Em “Formulações sobre a causalidade psíquica”,[iii] Lacan assinala que o problema da loucura não pode se separar da linguagem, da palavra como nó de significação. Trata-se de uma articulação da estrutura psíquica com a estrutura da linguagem considerada a partir da significação.
“Enveredemos por esse caminho para estudar as significações da loucura, como nos convidam a fazer as modalidades originais que nela mostra a linguagem: as alusões verbais, as relações cabalísticas, os jogos de homonímia e os trocadilhos que cativaram o exame de um Guiraud – e, direi eu, o toque de singularidade cuja ressonância é preciso saber ouvir numa palavra para detectar o delírio, a transfiguração do termo na intenção inefável, a fixação da ideia no semantema (que aqui, precisamente, tende a se degradar em signo), os híbridos do vocabulário, o câncer verbal do neologismo, o naufrágio da sintaxe, a duplicidade da enunciação, e também a coerência que equivale a uma lógica, a característica que, pela unidade de um estilo nas estereotipias, marca cada forma de delírio: tudo isso pelo qual o alienado, através da fala ou da pena, comunica-se conosco.”
Trata-se de um parágrafo que requer um estudo aprofundado. A referência a Guiraud é de “Les formes verbales de l’interprétation délirante” e já havia sido citada por Lacan em sua tese. Em “Formulações sobre a causalidade psíquica”, Lacan acrescenta às variedades de Guiraud as dificuldades com a sintaxe e a duplicidade da enunciação que apontam para o que serão os percursos posteriores e o localiza no marco comunicacional.
Para Guiraud, as formas verbais da interpretação delirante deviam ser abordadas desde o ponto de vista da clínica e do mecanismo psicológico. Clinicamente, ele formula as seguintes variedades: alucinações verbais, relações cabalísticas, homonímias, jogo de palavras. Com relação ao mecanismo psicológico, trata de localizar os que são formadores das interpretações verbais. E estabelece a diferença entre as interpretações com justificativa lógica que têm certas analogias com algumas teorias paracientíficas e as interpretações sem justificativa lógica.
No primeiro grupo se observam as seguintes caraterísticas: a polarização da associação de palavras pelo estado afetivo; a perda localizada do sentido crítico; um ensaio de harmonização entre a nova certeza afetiva e a inteligência.
No segundo, trata-se de interpretadores verbais que não constroem nenhum sistema. A linguagem torna-se silogística, mas não há nenhuma sistematização por trás da mesma, há apenas a certeza da evidência.
Sem dúvida, a influência freudiana se faz presente.

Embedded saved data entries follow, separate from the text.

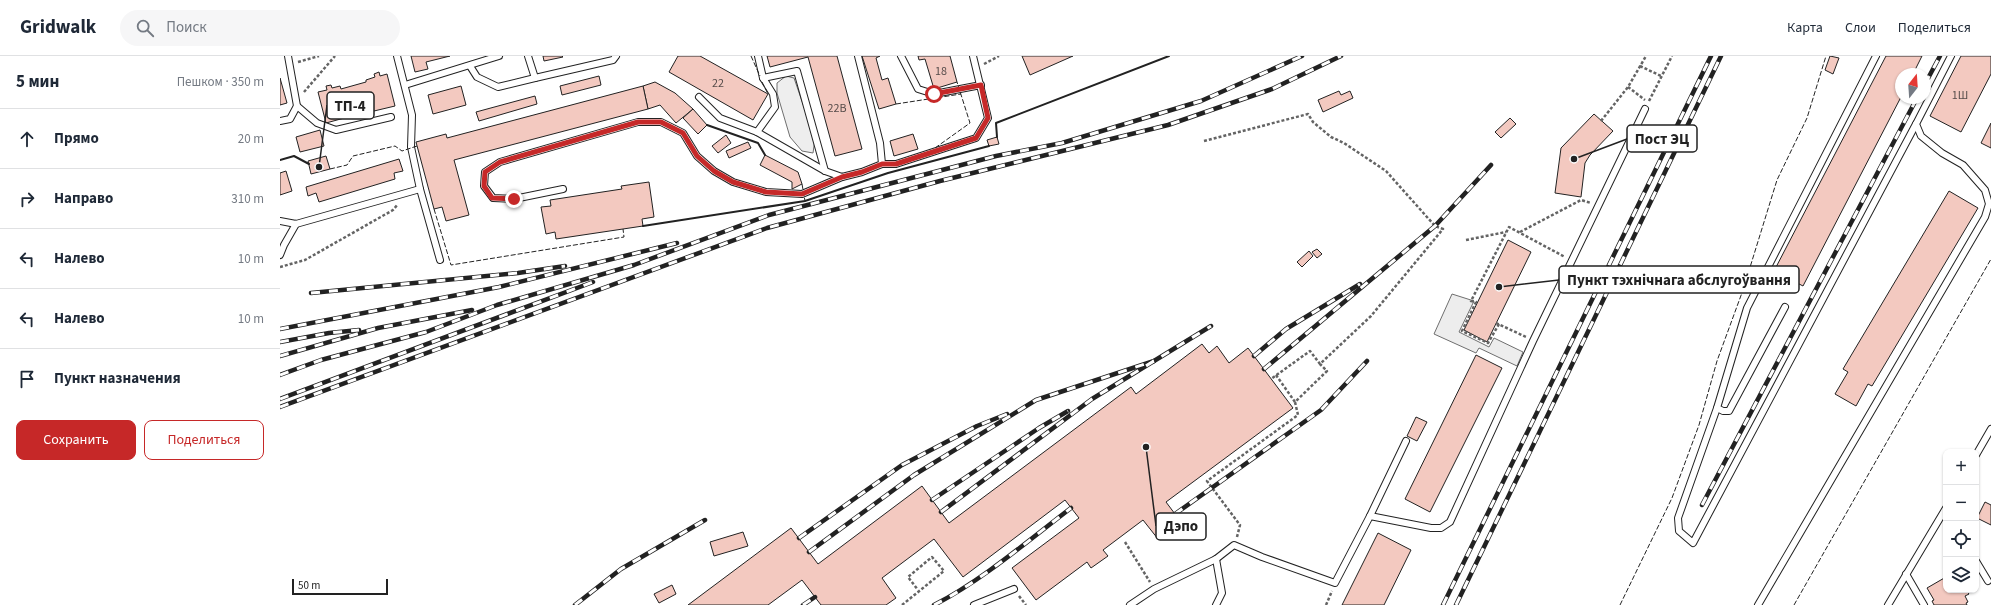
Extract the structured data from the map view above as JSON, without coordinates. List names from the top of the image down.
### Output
{
  "places": [
    "Пост ЭЦ",
    "ТП-4",
    "Пункт тэхнічнага абслугоўвання",
    "Дэпо"
  ],
  "house_numbers": [
    "18",
    "22",
    "1Ш",
    "22В"
  ],
  "scale_bar": "50 m",
  "north": "top",
  "page": {
    "header": "Gridwalk",
    "search": "Поиск",
    "nav": ["Карта", "Слои", "Поделиться"],
    "heading": ["5 мин", "Пешком · 350 m"],
    "list": [
      ["Прямо", "20 m"],
      ["Направо", "310 m"],
      ["Налево", "10 m"],
      ["Налево", "10 m"],
      "Пункт назначения"
    ],
    "buttons": ["Сохранить", "Поделиться"],
    "map_buttons": ["+", "−"],
    "scale": "50 m"
  }
}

Guiraud assinala que é a intensidade do potencial afetivo o que domina nesses processos. As distintas variedades da interpretação são relacionadas com a modalidade do discurso em sua vertente sistemática e assinala que, quando domina a intensidade do potencial afetivo, há uma menor organização lógica. Este ponto será uma constante para Lacan e aparecerá de diferentes maneiras, de acordo com o momento de seu ensino.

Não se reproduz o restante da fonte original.